Sept. 8-11 SBOE Meeting Highlights
Part 1 (Part 2 in our next issue)

Resources:
-- Agendas (Sept. 8-10 committees and Sept.11 general meeting)
-- Committee minutes
-- SBOE info: texednews.com/sboe

Note: This was the second of two State Board of Education meetings to be held in September. Click here for a summary of the Sept. 1-2 meeting.

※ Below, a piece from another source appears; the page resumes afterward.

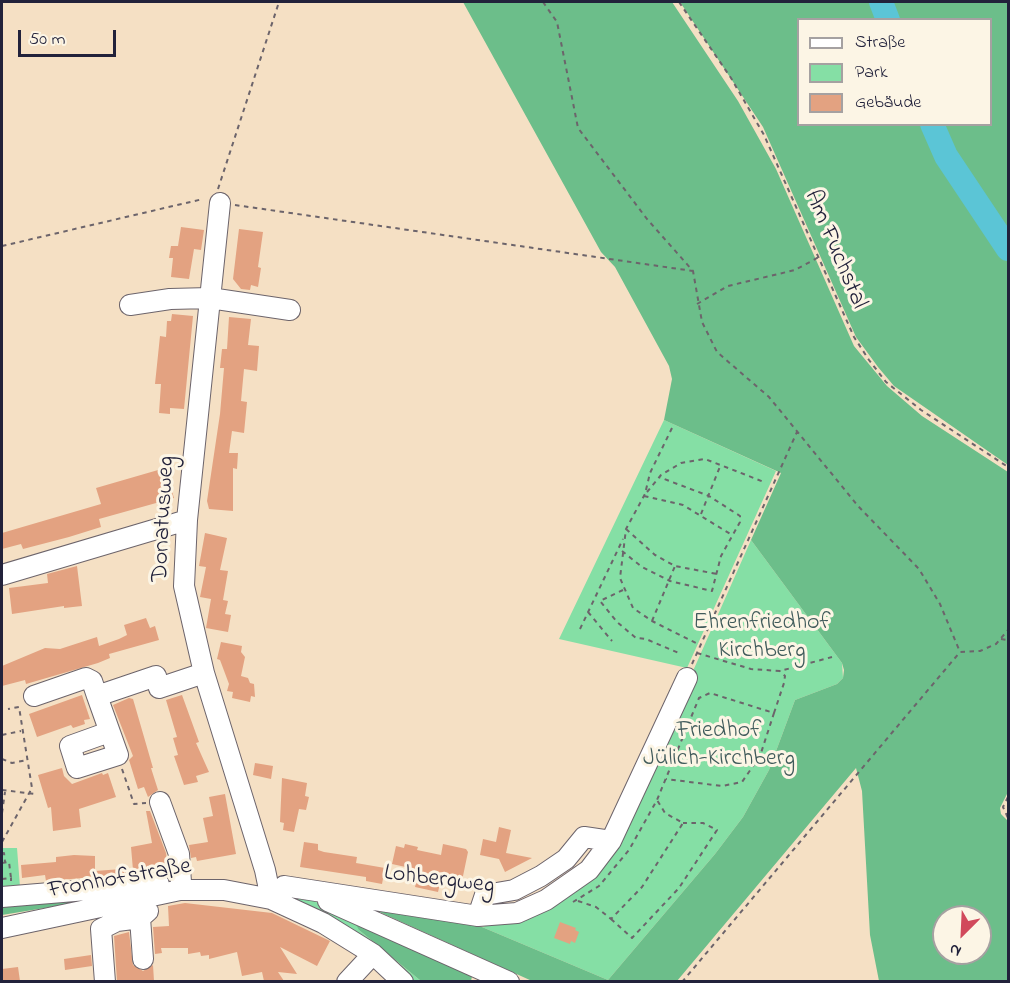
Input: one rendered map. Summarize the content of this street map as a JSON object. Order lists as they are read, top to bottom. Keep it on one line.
{"streets":{"street":["Donatusweg","Fronhofstraße","Lohbergweg"],"path":["Am Fuchstal"]},"crossings":[["Donatusweg","Fronhofstraße"],["Donatusweg","Lohbergweg"],["Fronhofstraße","Lohbergweg"]],"parks":["Ehrenfriedhof Kirchberg","Friedhof Jülich-Kirchberg"],"legend":["Straße","Park","Gebäude"],"scale_bar":"50 m","north":"bottom left"}
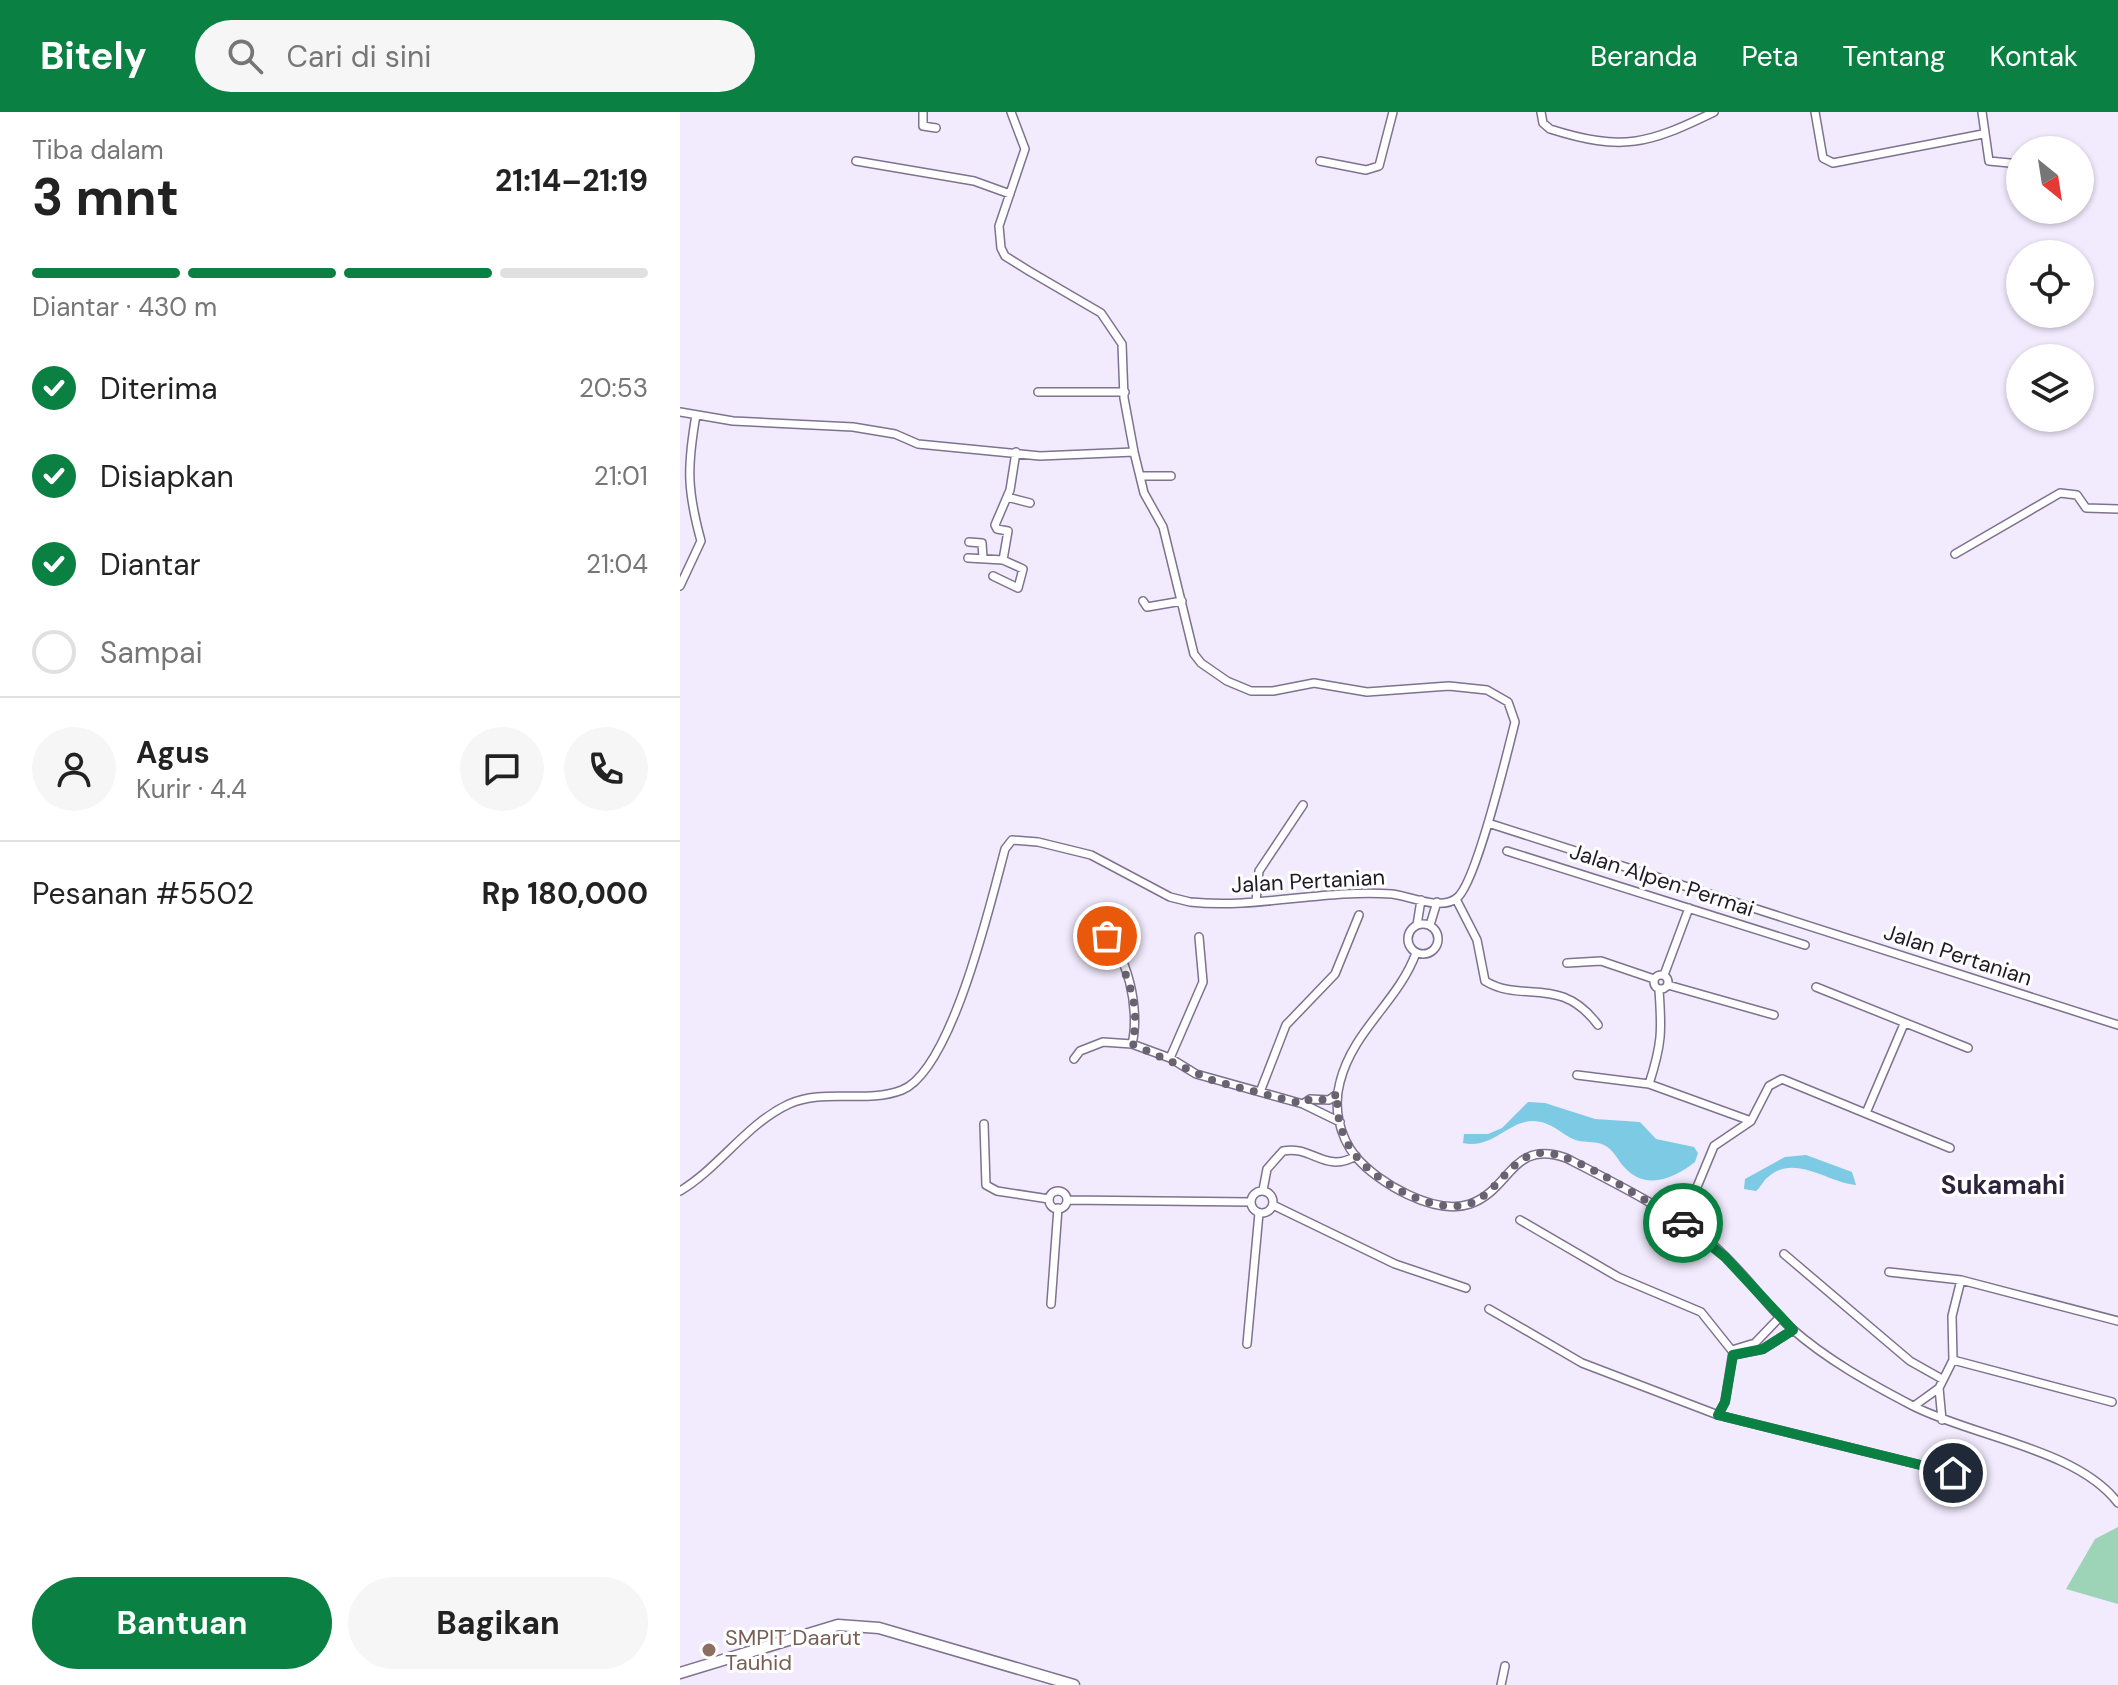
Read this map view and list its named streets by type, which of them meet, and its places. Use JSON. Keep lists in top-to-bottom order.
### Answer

SBOE’s In-Person Meeting Included
Virtual Testimony by 200+ Speakers

The State Board of Education (SBOE) held its first in-person meeting since January, but barred the public from attending, resulting in the board hearing the more than 200 public testifiers on various topics virtually. Due to time constraints, not all who signed up to testify got to do so.

Highlights:

Charters
The board
approved (by not voting to reject) five of the commissioner’s eight selections for new charter districts to open in School Year 2021-22.
None of the charters were approved (or rejected) by unanimous votes during the board's final Friday, Sept. 11 general meeting.

  • Note: Brief summaries of each of the eight charters were included in the commissioner's presentation (Sept. 9) on charters to the board (slides/webcast-starts at 10:40-minute mark).

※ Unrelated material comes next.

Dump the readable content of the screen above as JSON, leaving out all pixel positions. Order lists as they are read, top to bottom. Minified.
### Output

A coalition of 20 of the state’s major ISD-affiliated associations unsuccessfully pushed for the board to reject all applicants, citing
(in this letter) the state comptroller’s estimate of a $4.58 billion shortfall going into the next biennium and their estimate that the net effect of approving the eight charters would cost the state an extra $12 million initially, rising to a total of $88 million over 10 years.

Education Commissioner Mike Morath, in discussing with the board his reasons for recommending the eight charters, said that the accuracy of the initial $12 million cost estimate depends on many variables, and could range from “being true” to “nowhere close to true.” (webcast, starts at 10.49 minute mark)

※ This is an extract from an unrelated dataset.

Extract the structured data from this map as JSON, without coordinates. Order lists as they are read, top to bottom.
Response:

The five newly SBOE-approved charters must next remove any “contingencies” identified by TEA staff before the education commissioner will sign off on their final approval status.

TEKS Actions on First Reading
The SBOE tentatively approved, for public comment, replacements for the current TEKS (curriculum) for these three subject areas
(the links are to the agenda):
  • Health education (all grades) — As expected, most of the attention, during public testimony and by the board, focused on sex education provisions.

    The board rejected, by a 6-9 margin, a motion by SBOE member Ruben Cortez Jr., D-Brownsville, to include supportive statements in the middle school and high school TEKS to reference sexual orientation and gender identity, a provision that Cortez said would be beneficial for LGBTQ students.

    Nine of the board’s 10 Republicans voted to defeat the proposal, which was supported by the board’s five Democrats and the other Republican on the board (former Friendswood ISD school board member Matt Robinson).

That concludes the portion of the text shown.